How do telegraphic transfers work?
The basic process of telegraphic transfers involves several steps. Let’s assume your client is sending you payment from the USA using telegraphic transfers. This is how the process will look like:
1. Initiation: The process begins when your client provides your banking details to their bank. This would include your name, bank information, account number, SWIFT code, and the transfer amount, along with whatever fees are required.
2. Authentication: The next step is a verification procedure. Your client’s bank will verify your identity and account balance of your client to make sure that enough funds are there.
3. Transmission: And now comes the main step. Your client’s bank will transmit the transfer instructions through secure networks. Originally, this was done through telegraph lines, but now electronic banking networks like SWIFT for international transfers, Fedwire in the US, or CHIPS in the UK banking system are used.

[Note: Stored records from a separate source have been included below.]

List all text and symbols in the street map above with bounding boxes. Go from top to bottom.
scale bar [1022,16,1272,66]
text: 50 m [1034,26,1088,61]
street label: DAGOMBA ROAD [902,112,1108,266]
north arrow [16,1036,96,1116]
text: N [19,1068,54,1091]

4. Processing: Your bank will process the incoming transfer request and credit your account with the amount sent by your client, minus the fees charged by the corresponding banks for the transfer and for currency conversion, of course.
5. Confirmation: Lastly, both you and your client will receive a confirmation of the completed transfer.
Transfer time & costs
The process of transferring funds using telegraphic transfers involves multiple intermediary and correspondent banks, essentially when banks don’t have direct financial relationships. Each bank has its own operating or cut-off time, and each may operate in different time zones, which means payments can take anywhere between 1-5 business days.
But that’s not the only thing TT transfers depend on. The country and currency involved, and how accurate the payment details are also matter. If you are using a major currency and when the transfer is between well-connected banks, the process is much faster. Conversely, less common currencies or regions can experience longer delays.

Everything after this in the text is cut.